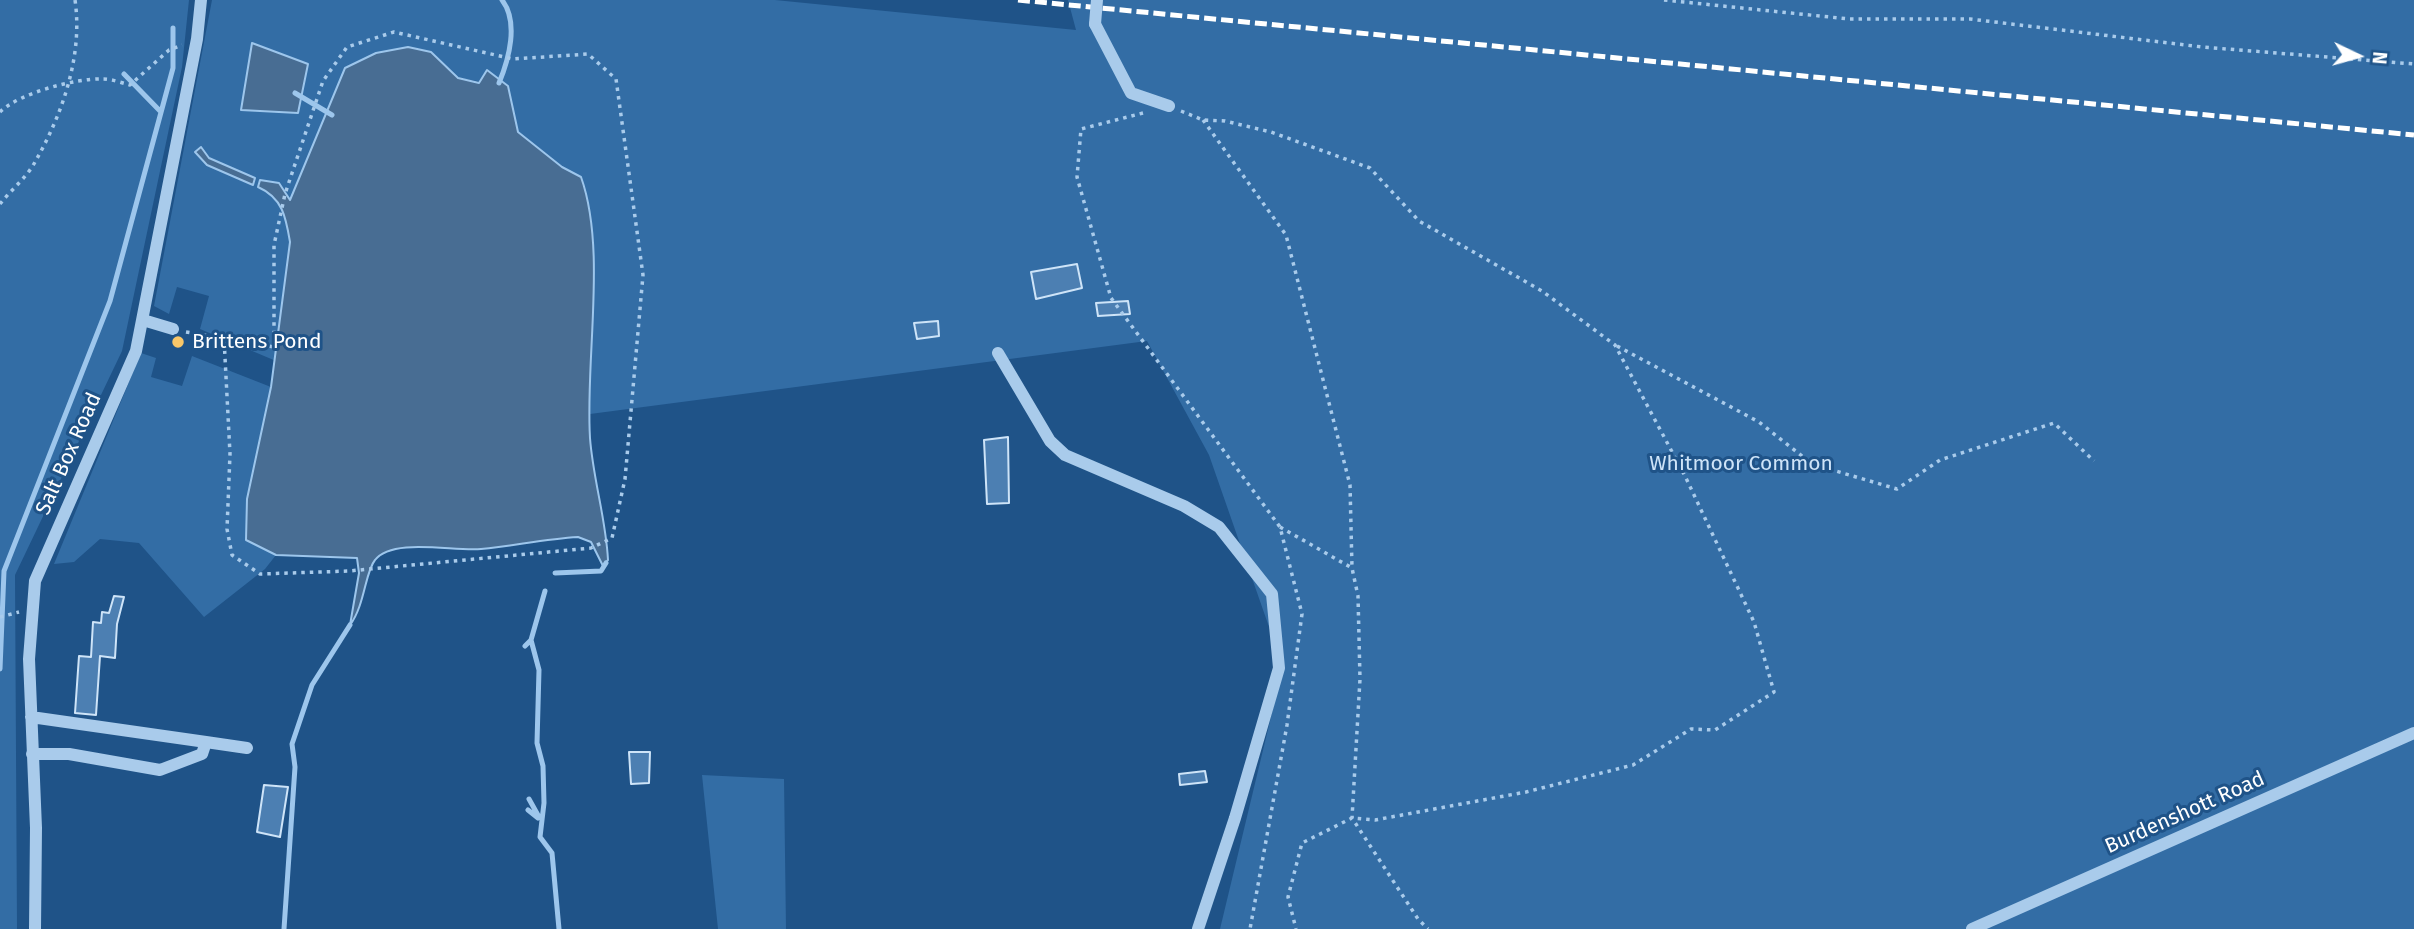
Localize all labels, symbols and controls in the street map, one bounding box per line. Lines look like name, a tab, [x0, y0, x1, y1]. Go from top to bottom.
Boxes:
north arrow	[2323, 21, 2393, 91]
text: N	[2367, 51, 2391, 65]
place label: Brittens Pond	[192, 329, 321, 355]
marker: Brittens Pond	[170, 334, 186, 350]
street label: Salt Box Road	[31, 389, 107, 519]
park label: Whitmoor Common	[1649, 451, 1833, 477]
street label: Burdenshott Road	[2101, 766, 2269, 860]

= = = = =

• [Exercise brief] Before you print the records, please set aside any pictures and keep everything else exact.

• [Solution for this task]
Localize all labels, symbols and controls in the street map, one bounding box per line. Lines look like name, a tab, [x0, y0, x1, y1]. Go from top to bottom.
Boxes:
north arrow	[2323, 21, 2393, 91]
text: N	[2367, 51, 2391, 65]
place label: Brittens Pond	[192, 329, 321, 355]
marker: Brittens Pond	[170, 334, 186, 350]
street label: Salt Box Road	[31, 389, 107, 519]
park label: Whitmoor Common	[1649, 451, 1833, 477]
street label: Burdenshott Road	[2101, 766, 2269, 860]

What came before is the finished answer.